— ASSIGNMENT —
Your answer should be every line with the word "screen", copied from the data below.

— THE DATA —
━━━━━━━━
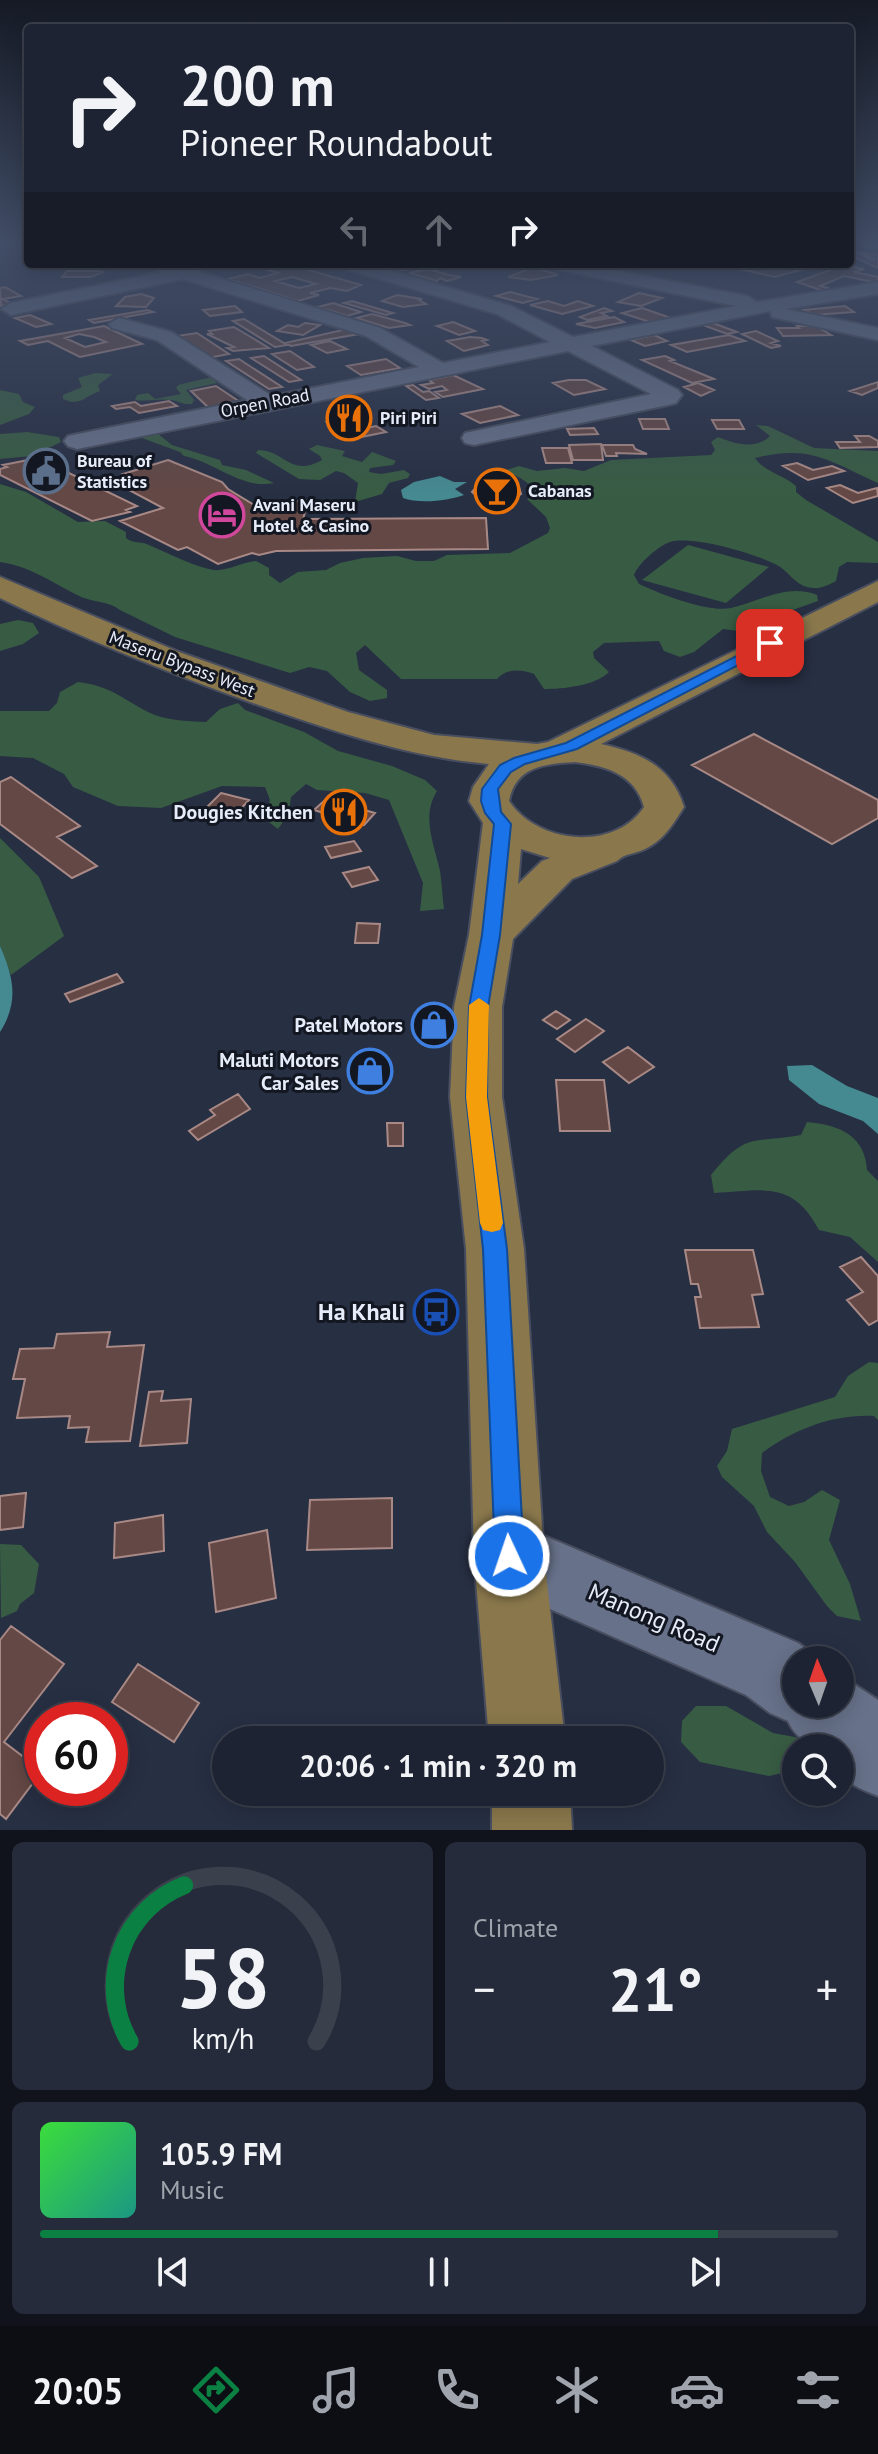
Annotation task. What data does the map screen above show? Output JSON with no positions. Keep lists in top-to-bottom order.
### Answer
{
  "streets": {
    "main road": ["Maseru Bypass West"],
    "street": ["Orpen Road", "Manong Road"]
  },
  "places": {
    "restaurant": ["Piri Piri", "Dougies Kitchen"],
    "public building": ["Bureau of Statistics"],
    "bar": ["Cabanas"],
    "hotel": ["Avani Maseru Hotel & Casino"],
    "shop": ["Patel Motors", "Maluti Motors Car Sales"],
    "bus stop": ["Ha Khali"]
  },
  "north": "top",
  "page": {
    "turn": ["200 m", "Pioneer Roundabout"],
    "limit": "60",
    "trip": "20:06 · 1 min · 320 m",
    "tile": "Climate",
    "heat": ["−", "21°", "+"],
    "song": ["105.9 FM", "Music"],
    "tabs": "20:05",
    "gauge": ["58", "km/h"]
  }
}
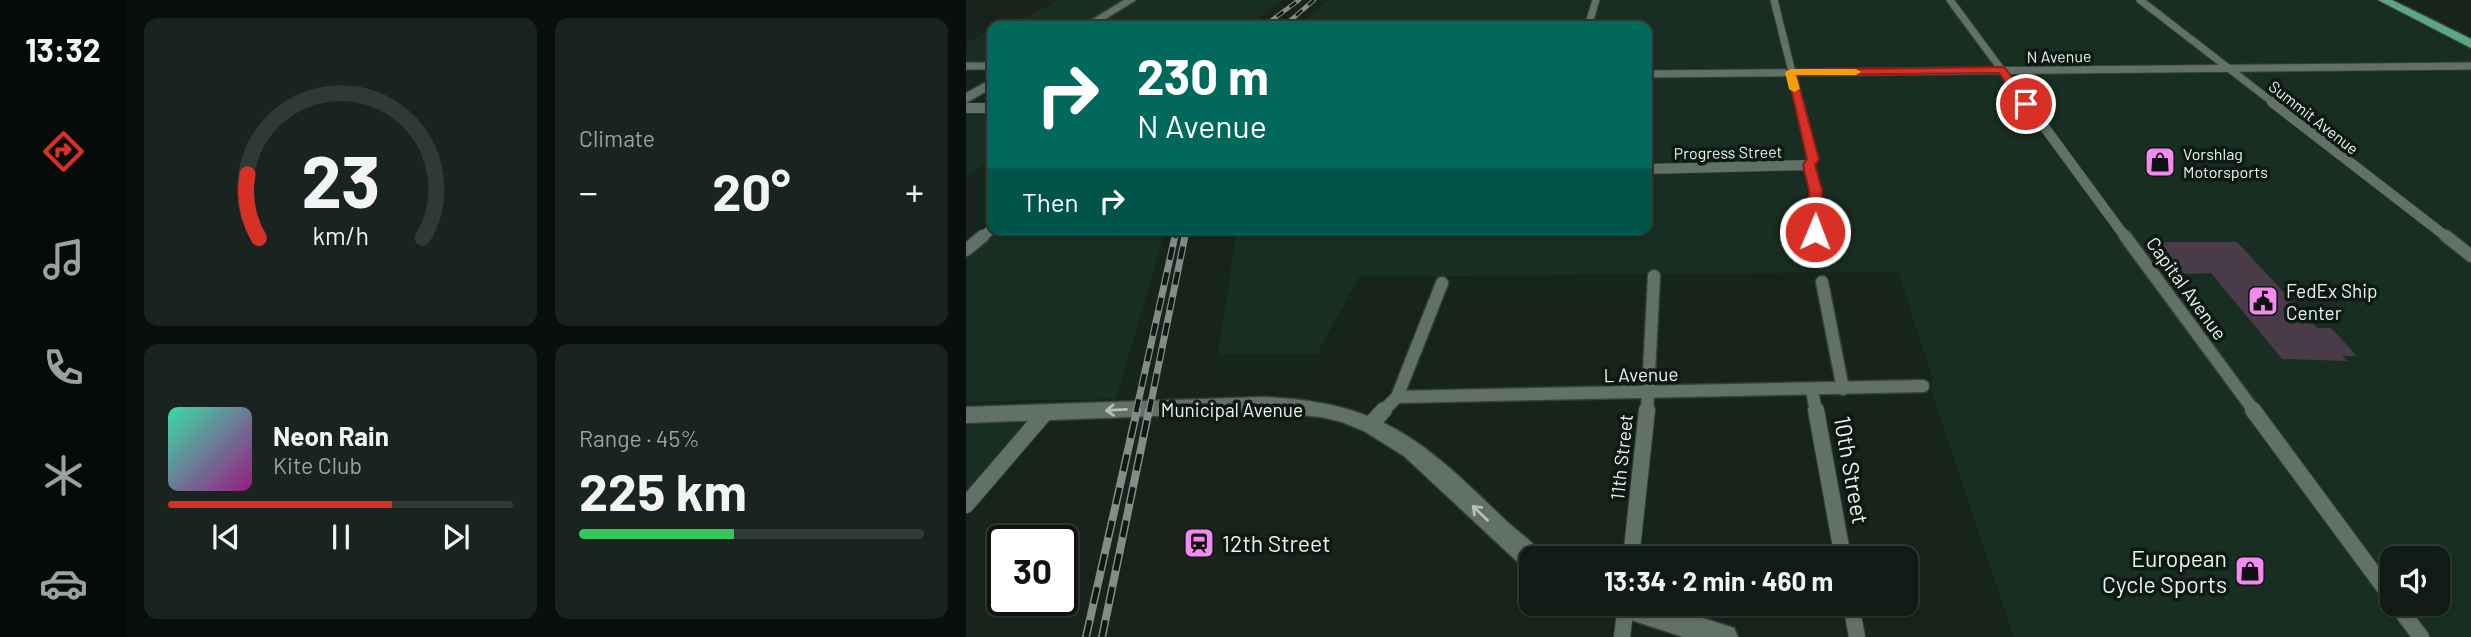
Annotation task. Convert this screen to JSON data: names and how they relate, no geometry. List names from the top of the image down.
━━━━━━━━
— RESPONSE BOX —
Annotation task. What data does the map screen above show? Output JSON with no positions. Keep lists in top-to-bottom order.
Annotation task. Convert this screen to JSON data: names and how they relate, no geometry. List names from the top of the image down.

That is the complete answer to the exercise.